RALEIGH, N.C. (AP) — North Carolina Democrats running for governor trumpeted their fund-raising prowess and prominent supporters Monday as they tried to muster voter awareness during early balloting ahead of next week's primary election.
Lt. Gov. Walter Dalton's campaign said he raised $648,318 in the year's first 3 1/2 months. He got a head start over main rivals Bob Etheridge and Bill Faison since he was already raising money for re-election to his current job until Gov. Beverly Perdue dropped out in late January. Dalton's campaign said he had $670,000 left as of April 21, meaning he started the year with nearly $750,000.
Etheridge's campaign said he'll report raising more than $310,000 in contributions since he entered the race Feb. 29. Faison's campaign did not release a preview of his first-quarter fundraising report, which was due Monday. Gardenia Henley of Winston-Salem, Gary Dunn of Matthews and Bruce Blackmon of Buies Creek are also seeking the Democratic nomination.
Early voting continues through Saturday ahead of the state's primary May 8.
Presumptive Republican nominee Pat McCrory's campaign said last week he raised nearly $1.7 million for the first 3 1/2 months of the year and had more than $3 million in the bank. McCrory planned a Raleigh fundraiser Monday headlined by former Florida Gov. Jeb Bush.
Etheridge on Monday sought to balance his fundraising shortcomings by introducing dozens of political friends who would vouch for him as the right Democrat for the job at a time they said the state's public education system is under fire from Republicans. Etheridge was state superintendent of public education before serving 14 years in Congress.
"Sometimes your friends can vouch for the things you've done," Etheridge said. "Somethings, you speak to it yourself and it sounds like bragging. I don't like to do that."
Etheridge's campaign brought together former Capitol Hill colleagues to praise his character and experience: U.S. Reps. G.K. Butterfield, David Price, former U.S. Reps. Eva Clayton and Tim Valentine. State Sen. Dan Blue, D-Wake, who considered entering the governor's race himself, introduced them and former U.S. Sen. Robert Morgan.
Dalton's campaign produced its own list of endorsements, including from former state Senate boss Marc Basnight of Manteo and the mayors of Wilmington, Durham, Winston-Salem and Asheville.
Voters mostly tend to ignore endorsements and make up their own minds about candidates, said Jonathan Kappler, research director at the nonpartisan North Carolina Free Enterprise Foundation, which tracks state politics for business interests. The exception may be this year's Democratic primary — an intra-party contest featuring last-minute candidates who voters haven't gotten to know well, he said.
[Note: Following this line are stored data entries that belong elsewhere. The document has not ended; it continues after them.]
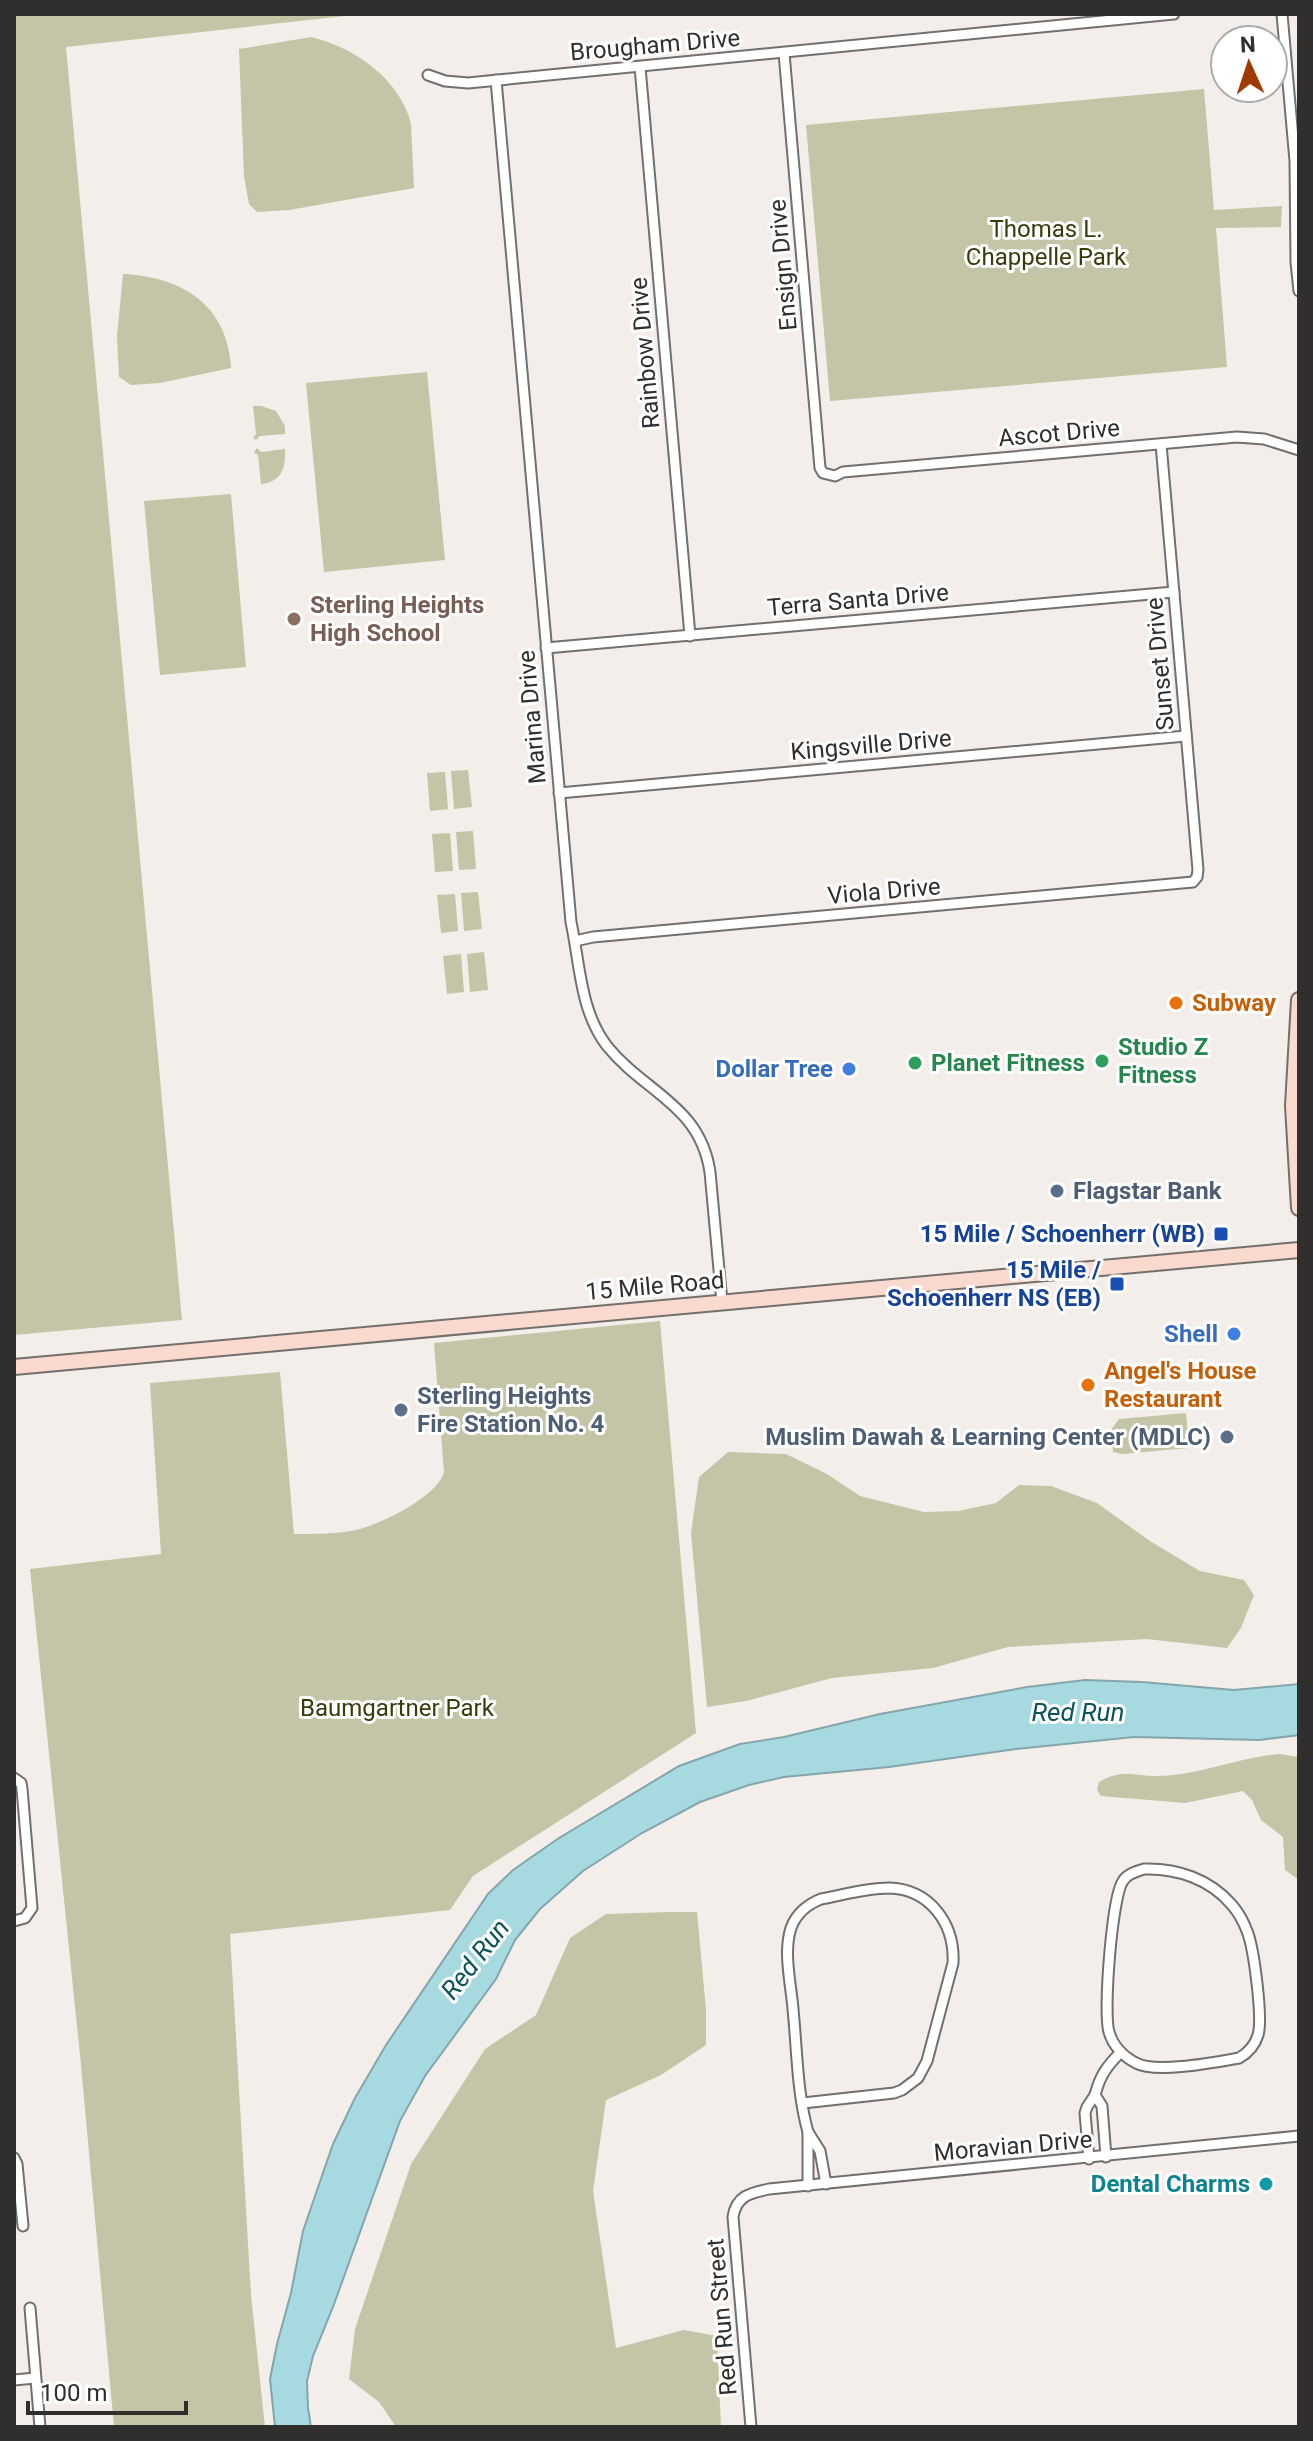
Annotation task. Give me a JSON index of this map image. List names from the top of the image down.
{
  "streets": {
    "main road": ["15 Mile Road"],
    "street": [
      "Brougham Drive",
      "Ensign Drive",
      "Rainbow Drive",
      "Ascot Drive",
      "Terra Santa Drive",
      "Sunset Drive",
      "Marina Drive",
      "Kingsville Drive",
      "Viola Drive",
      "Moravian Drive",
      "Red Run Street"
    ]
  },
  "crossings": [
    ["Brougham Drive", "Ensign Drive"],
    ["Brougham Drive", "Rainbow Drive"],
    ["Brougham Drive", "Marina Drive"],
    ["Ensign Drive", "Ascot Drive"],
    ["Rainbow Drive", "Terra Santa Drive"],
    ["Ascot Drive", "Sunset Drive"],
    ["Terra Santa Drive", "Sunset Drive"],
    ["Terra Santa Drive", "Marina Drive"],
    ["Sunset Drive", "Kingsville Drive"],
    ["Sunset Drive", "Viola Drive"],
    ["Marina Drive", "Kingsville Drive"],
    ["Marina Drive", "Viola Drive"],
    ["Marina Drive", "15 Mile Road"],
    ["Moravian Drive", "Red Run Street"]
  ],
  "water": ["Red Run"],
  "parks": ["Thomas L. Chappelle Park", "Baumgartner Park"],
  "places": {
    "other": [
      "Sterling Heights High School",
      "Subway",
      "Studio Z Fitness",
      "Planet Fitness",
      "Dollar Tree",
      "Flagstar Bank",
      "Shell",
      "Angel's House Restaurant",
      "Sterling Heights Fire Station No. 4",
      "Muslim Dawah & Learning Center (MDLC)",
      "Dental Charms"
    ],
    "transit": ["15 Mile / Schoenherr (WB)", "15 Mile / Schoenherr NS (EB)"]
  },
  "scale_bar": "100 m",
  "north": "top"
}
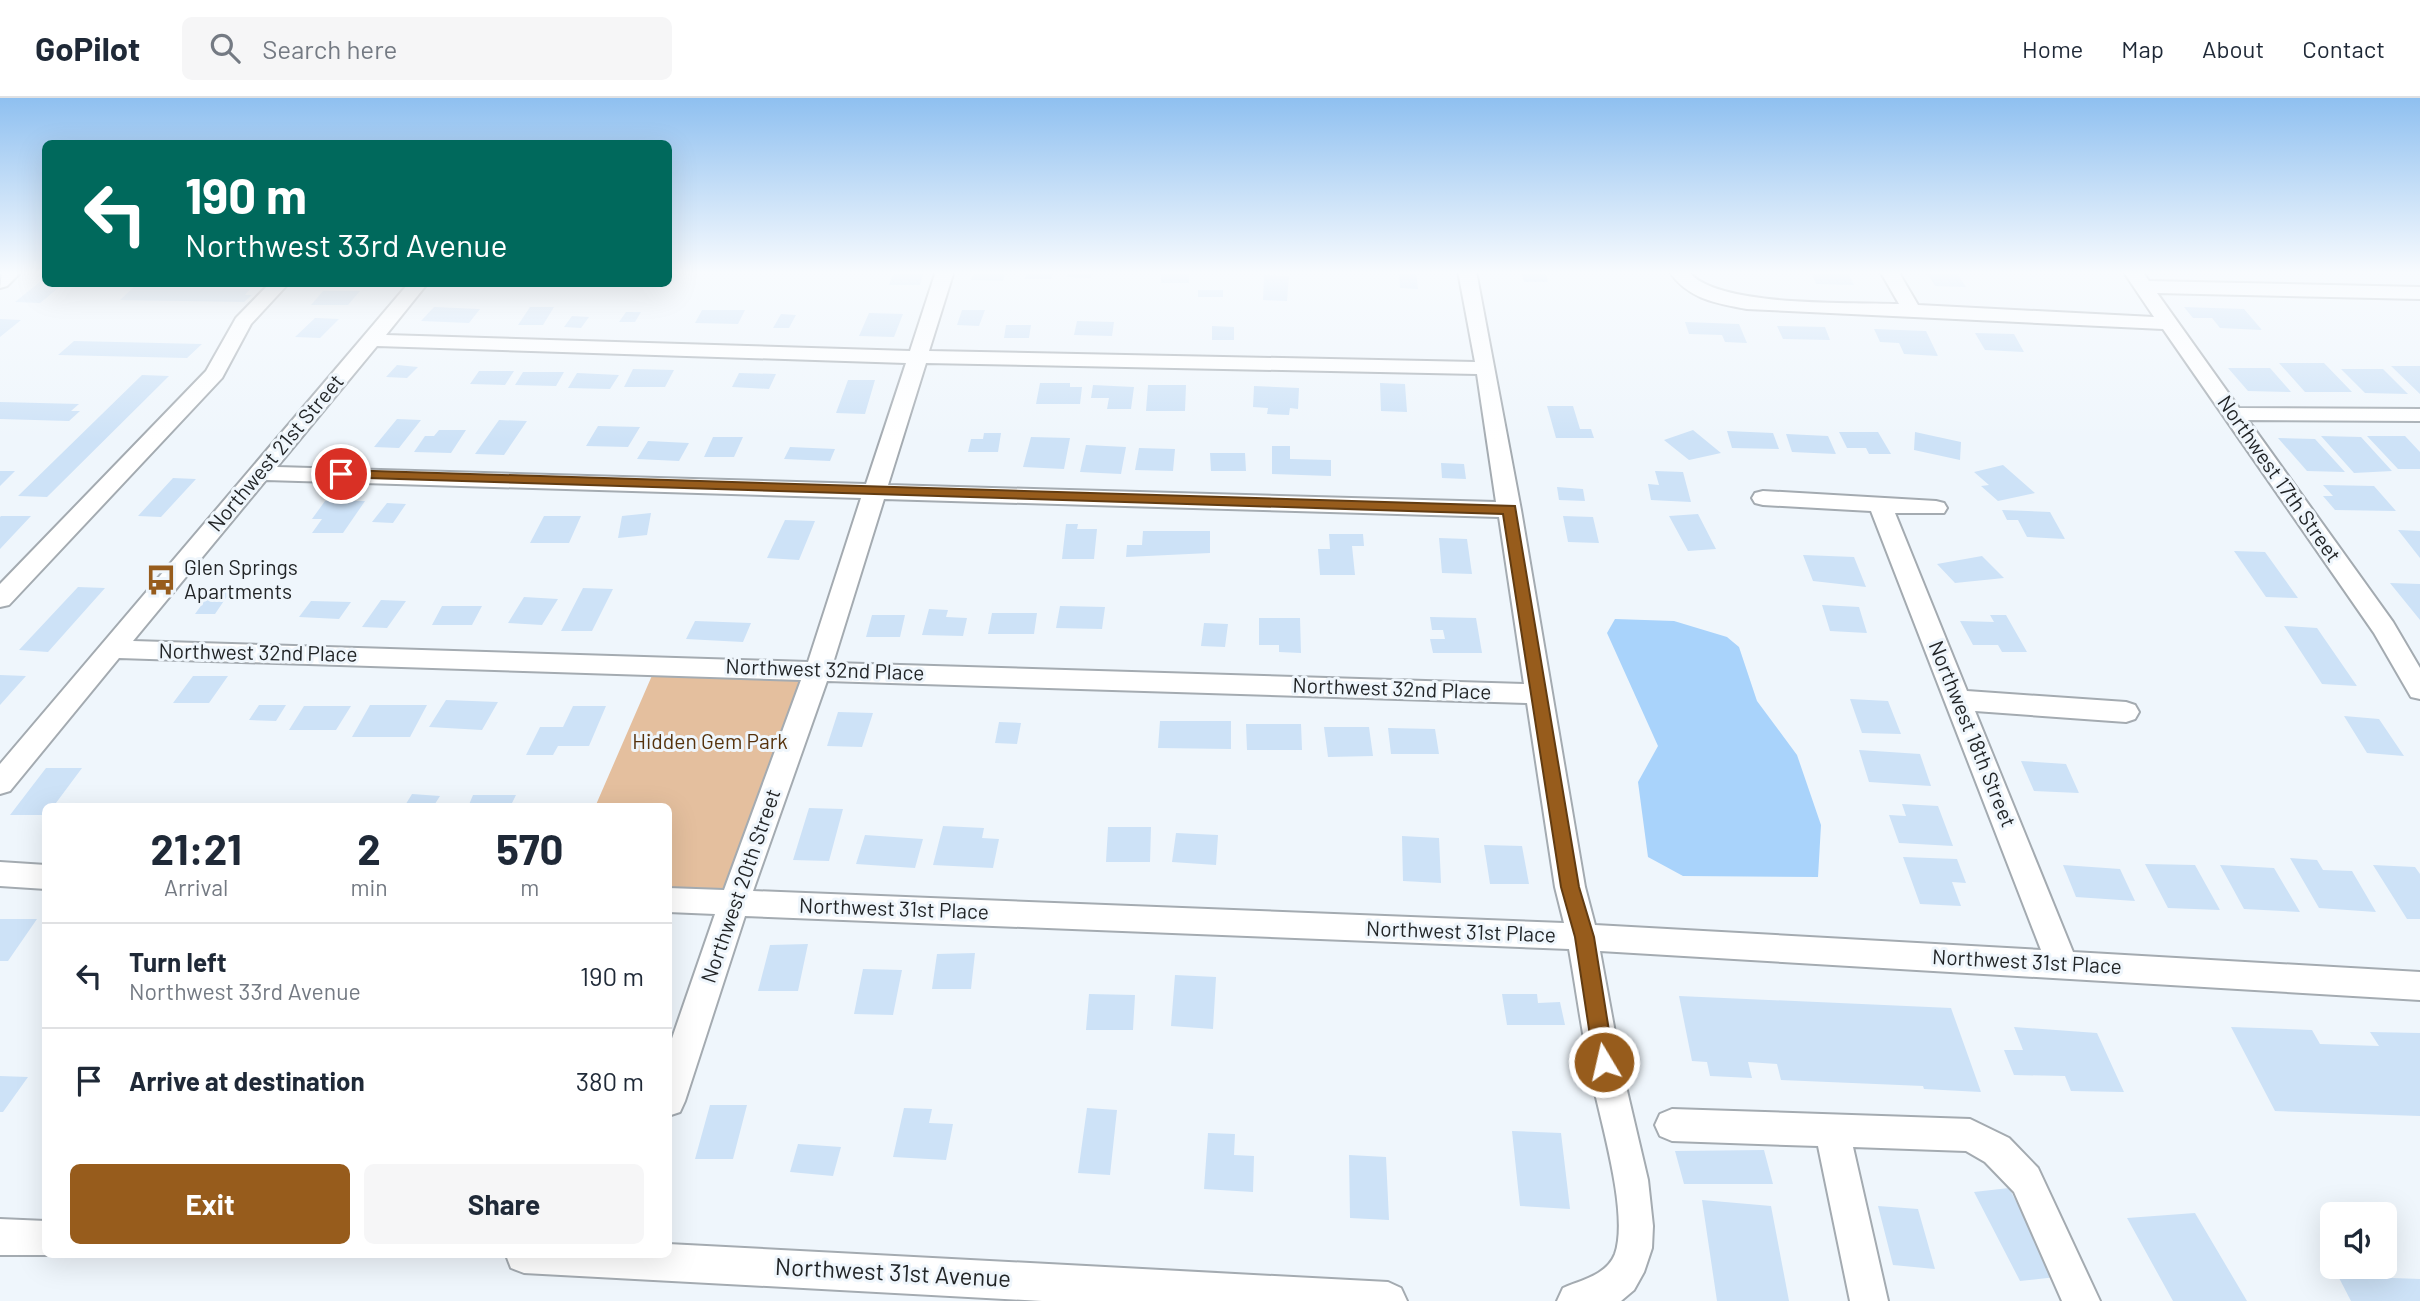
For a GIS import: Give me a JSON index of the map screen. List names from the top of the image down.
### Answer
{
  "streets": {
    "street": [
      "Northwest 21st Street",
      "Northwest 17th Street",
      "Northwest 32nd Place",
      "Northwest 18th Street",
      "Northwest 20th Street",
      "Northwest 31st Place",
      "Northwest 31st Avenue"
    ]
  },
  "crossings": [
    ["Northwest 21st Street", "Northwest 32nd Place"],
    ["Northwest 32nd Place", "Northwest 20th Street"],
    ["Northwest 18th Street", "Northwest 31st Place"],
    ["Northwest 20th Street", "Northwest 31st Place"]
  ],
  "parks": ["Hidden Gem Park"],
  "places": {
    "bus stop": ["Glen Springs Apartments"]
  },
  "page": {
    "header": "GoPilot",
    "search": "Search here",
    "nav": [
      "Home",
      "Map",
      "About",
      "Contact"
    ],
    "turn": ["190 m", "Northwest 33rd Avenue"],
    "eta": [
      "21:21",
      "Arrival",
      "2",
      "min",
      "570",
      "m"
    ],
    "list": [
      {
        "name": "Turn left",
        "note": "Northwest 33rd Avenue",
        "value": "190 m"
      },
      {
        "name": "Arrive at destination",
        "value": "380 m"
      }
    ],
    "buttons": ["Exit", "Share"]
  }
}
"I think they (endorsements) have the potential to matter just a little bit more — and I don't want to overstate that — in a situation like this where the campaign really started so late and voters aren't all that aware of any of the candidates and therefore may look to someone in their community to give them a cue as to who's the best to support," Kappler said.
A statewide poll released Monday found most North Carolina residents can't tell the leading candidates apart. The Elon University poll finds half of the state's adults said they don't know how they feel about McCrory, and that's much better than the top three Democrats. The Elon Poll does not measure eligible or likely voters, but takes a snapshot of general public opinion.
Sixty percent said they don't know enough about Etheridge to have a favorable or unfavorable opinion about him. Two-thirds don't know enough about Dalton to have an opinion about him and three-quarters say they don't know Faison.
The survey of 640 North Carolina adults conducted last week has a sampling error margin of 4 percentage points.